Marc walked to the side, just on the edge of the keel, and decided to jump instead of dive. As he leaped from the ship, Marc plunged into the cold, oily water and, as it caved over his head, an odd thought occurred to him.
That rabbit doesn’t stand a chance.

Chapter 22

Spring, 1942
Paris, France

 

T
orquette arranged the drapes in just the right way. She had done this so often, it was natural. Her faced wore heavy the signs of age for being relatively young. The teakettle screamed in the kitchen. She removed the kettle from the stove and there came a knock at the door.

“Bonjour, R,” she said with a welcome smile in her voice. R removed his coat and hung it near the door.

“Bonjour. You look well today,” he responded. “Do you need any help?” He towered over her, but was not quite as tall as her husband. His face was unreadable and his head was full of thick, black hair.

“Can you set up the table?” she asked, and returned to the kitchen.

“But, of course.” He got out the chairs and the deck of cards. Beside each of the four chairs, he placed a small pad and pencil.

Dr. Jackson came through the door in silence. He put his jacket up straight away and retreated to a back bedroom.

“Where is Philip?” he asked.

“He is out with his friends.”

“Later I need to speak with him.” The clock chimed four, and a few minutes later came another knock on the door.

“Bonjour, Marc,” Torquette answered the door in a very warm, inviting voice.

“Bonjour, my sweet. How are you today?” Marc said. He hung his jacket and put down his bag. She brought out the cups and poured into each of them some tea, and then placed in the center of the table a modest bowl of blueberries. The men then sat and Marc passed out the cards to each of them as they waited for the tea to cool.

R spoke next. “Someday I will learn this game,” he smirked.

“Don’t you think you’re being a little optimistic there?” Torquette glanced toward Dr. Jackson.

“I hope never to learn this game. It reminds me how little I can remember,” Dr. Jackson said with a grumpy tone.

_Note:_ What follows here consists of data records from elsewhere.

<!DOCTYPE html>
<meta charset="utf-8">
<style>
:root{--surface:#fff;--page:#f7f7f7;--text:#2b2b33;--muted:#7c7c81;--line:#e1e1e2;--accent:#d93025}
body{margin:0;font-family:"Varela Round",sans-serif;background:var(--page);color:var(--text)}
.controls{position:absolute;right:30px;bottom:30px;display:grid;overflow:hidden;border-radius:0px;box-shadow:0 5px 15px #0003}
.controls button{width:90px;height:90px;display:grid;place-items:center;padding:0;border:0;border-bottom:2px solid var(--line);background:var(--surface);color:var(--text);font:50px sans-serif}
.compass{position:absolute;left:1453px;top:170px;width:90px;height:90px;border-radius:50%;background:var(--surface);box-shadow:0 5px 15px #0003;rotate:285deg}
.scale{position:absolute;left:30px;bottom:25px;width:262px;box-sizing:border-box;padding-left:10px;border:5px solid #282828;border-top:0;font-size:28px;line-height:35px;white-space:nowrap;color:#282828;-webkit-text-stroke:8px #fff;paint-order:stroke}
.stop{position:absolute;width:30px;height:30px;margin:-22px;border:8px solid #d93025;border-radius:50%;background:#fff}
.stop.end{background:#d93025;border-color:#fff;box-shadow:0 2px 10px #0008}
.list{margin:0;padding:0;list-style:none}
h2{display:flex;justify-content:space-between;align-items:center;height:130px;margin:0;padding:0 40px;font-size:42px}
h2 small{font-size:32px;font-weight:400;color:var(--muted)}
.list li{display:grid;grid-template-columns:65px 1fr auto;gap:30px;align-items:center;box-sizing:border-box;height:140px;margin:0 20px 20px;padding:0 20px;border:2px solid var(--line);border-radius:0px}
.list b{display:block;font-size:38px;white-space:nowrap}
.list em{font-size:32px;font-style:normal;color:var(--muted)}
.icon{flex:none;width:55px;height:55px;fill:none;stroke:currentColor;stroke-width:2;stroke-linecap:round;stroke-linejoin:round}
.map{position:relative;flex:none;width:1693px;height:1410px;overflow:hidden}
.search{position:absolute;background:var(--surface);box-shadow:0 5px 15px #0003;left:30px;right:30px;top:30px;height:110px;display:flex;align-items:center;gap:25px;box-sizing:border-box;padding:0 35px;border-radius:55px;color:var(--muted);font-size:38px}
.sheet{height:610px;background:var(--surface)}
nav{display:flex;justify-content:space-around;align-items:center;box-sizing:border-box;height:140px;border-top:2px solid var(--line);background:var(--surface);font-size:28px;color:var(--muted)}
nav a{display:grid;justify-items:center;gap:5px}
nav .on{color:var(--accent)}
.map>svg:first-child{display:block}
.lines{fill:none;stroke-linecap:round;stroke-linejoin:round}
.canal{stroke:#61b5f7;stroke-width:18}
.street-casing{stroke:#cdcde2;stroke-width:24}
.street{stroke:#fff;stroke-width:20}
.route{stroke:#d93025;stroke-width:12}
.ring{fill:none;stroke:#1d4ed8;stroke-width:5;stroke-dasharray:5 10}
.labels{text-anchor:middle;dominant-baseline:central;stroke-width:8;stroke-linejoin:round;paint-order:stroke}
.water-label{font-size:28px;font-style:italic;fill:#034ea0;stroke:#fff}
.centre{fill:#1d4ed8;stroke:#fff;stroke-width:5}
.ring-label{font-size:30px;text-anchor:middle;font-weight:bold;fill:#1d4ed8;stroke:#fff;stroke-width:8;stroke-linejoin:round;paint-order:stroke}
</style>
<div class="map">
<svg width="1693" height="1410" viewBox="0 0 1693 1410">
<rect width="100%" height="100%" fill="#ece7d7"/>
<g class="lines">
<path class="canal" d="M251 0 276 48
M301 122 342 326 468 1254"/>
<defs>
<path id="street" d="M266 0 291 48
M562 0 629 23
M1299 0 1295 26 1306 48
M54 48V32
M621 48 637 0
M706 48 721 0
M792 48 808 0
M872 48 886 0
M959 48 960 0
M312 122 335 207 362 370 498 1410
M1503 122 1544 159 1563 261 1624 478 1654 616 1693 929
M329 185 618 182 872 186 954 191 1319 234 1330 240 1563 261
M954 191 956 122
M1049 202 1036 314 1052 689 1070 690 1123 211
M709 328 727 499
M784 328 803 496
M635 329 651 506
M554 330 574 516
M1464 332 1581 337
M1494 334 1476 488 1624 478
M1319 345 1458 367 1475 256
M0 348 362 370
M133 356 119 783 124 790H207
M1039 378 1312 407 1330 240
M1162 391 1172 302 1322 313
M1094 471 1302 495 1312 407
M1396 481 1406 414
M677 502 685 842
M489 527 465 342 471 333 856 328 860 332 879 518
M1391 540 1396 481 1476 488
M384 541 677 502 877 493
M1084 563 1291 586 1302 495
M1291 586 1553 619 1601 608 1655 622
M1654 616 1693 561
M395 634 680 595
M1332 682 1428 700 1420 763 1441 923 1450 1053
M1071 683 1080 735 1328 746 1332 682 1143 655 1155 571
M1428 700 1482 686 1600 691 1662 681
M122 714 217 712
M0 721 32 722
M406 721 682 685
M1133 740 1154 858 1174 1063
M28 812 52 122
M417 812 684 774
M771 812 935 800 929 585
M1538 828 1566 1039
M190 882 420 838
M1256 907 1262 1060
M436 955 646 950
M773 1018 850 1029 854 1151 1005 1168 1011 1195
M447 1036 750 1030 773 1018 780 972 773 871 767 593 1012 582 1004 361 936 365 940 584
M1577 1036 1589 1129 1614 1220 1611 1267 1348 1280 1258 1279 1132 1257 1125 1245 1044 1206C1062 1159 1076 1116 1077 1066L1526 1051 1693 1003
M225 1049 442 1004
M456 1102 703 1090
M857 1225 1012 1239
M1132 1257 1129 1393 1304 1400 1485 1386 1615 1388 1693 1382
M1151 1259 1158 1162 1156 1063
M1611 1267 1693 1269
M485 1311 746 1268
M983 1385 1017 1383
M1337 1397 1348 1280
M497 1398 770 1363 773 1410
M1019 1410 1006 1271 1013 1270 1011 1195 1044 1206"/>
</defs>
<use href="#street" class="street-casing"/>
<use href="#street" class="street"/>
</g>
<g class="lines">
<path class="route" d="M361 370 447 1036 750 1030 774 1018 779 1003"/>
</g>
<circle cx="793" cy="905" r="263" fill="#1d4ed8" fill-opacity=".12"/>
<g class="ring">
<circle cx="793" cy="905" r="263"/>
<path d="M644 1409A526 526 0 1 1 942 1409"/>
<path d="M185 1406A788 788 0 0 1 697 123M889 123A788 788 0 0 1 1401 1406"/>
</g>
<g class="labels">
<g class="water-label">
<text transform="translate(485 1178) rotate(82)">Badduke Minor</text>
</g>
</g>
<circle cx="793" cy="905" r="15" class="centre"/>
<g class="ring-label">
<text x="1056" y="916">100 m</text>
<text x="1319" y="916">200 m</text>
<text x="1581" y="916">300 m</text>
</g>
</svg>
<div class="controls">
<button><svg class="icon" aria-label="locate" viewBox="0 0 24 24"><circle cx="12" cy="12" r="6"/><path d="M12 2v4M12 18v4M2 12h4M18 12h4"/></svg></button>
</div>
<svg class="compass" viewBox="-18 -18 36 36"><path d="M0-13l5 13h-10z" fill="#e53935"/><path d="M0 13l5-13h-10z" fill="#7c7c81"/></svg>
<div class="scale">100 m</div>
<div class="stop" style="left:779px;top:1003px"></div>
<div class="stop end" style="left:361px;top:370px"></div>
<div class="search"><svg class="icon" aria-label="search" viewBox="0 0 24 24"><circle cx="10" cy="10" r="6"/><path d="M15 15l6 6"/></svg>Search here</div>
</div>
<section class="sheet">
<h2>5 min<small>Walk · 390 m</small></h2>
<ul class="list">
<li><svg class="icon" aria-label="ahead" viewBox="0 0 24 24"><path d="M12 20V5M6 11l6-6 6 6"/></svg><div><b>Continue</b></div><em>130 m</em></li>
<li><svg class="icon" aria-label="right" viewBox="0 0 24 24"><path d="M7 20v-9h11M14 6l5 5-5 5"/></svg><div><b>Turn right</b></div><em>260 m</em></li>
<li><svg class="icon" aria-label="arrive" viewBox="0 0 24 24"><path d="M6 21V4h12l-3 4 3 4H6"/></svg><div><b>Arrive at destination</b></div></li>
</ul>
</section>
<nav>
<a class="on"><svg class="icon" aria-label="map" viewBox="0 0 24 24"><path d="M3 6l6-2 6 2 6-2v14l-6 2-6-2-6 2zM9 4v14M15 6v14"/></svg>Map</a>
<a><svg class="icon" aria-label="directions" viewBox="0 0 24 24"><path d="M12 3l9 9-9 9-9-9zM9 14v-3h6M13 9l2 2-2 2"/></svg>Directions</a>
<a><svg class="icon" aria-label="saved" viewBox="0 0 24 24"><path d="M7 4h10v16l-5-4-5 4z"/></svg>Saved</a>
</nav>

“I have made this game as simple as I can for you. You don’t have to play. You just keep score and I tell you the numbers and place the pegs in the holes,” Marc proclaimed as he passed out the cards. “What more can I do?”

“We appreciate you, Marc, for all you do. Without you, we would have no mystery in our lives, such as watching a game of cribbage, where supposedly we are winning but have no idea how or why,” Torquette responded with a smile.

“It would be rather funny if we should ever need this game,” R said, laughing quietly.

“How is that?” Dr. Jackson asked.

“They will spend six months trying to figure out our code. They will pore over this board and convince themselves that each peg and every hole are a part of a greater sum,” R elaborated as he popped two blueberries into his mouth.

“You’re right, R. Marc, where is the railing from the ship?” Dr. Jackson asked.

“I nearly forgot the board,” Marc then reached into his bag and pulled out the hand-carved wooden cribbage board and placed it on the table.

June 17, 1940
Saint-Nazaire, France

 

After a few seconds, Marc made his way to the surface and, due to the oil, was careful about opening his eyes. His body cringed in the cold water. All around him, men swam in every direction, but he lost sight of the officer.

“Over here!” Marc heard, turned and saw the officer swimming toward him. “We need to move out of here! We are too close.”

Behind them, Marc could still hear the chorus of voices near the aft starboard propeller shaft. “Roll out the barrel and we’ll have a barrel of fun! Roll out the barrel, the barrel … and we will …”

“Lifebelt! I need a lifebelt!” called another soldier.

“The planes are coming back!” another voice called out in pain.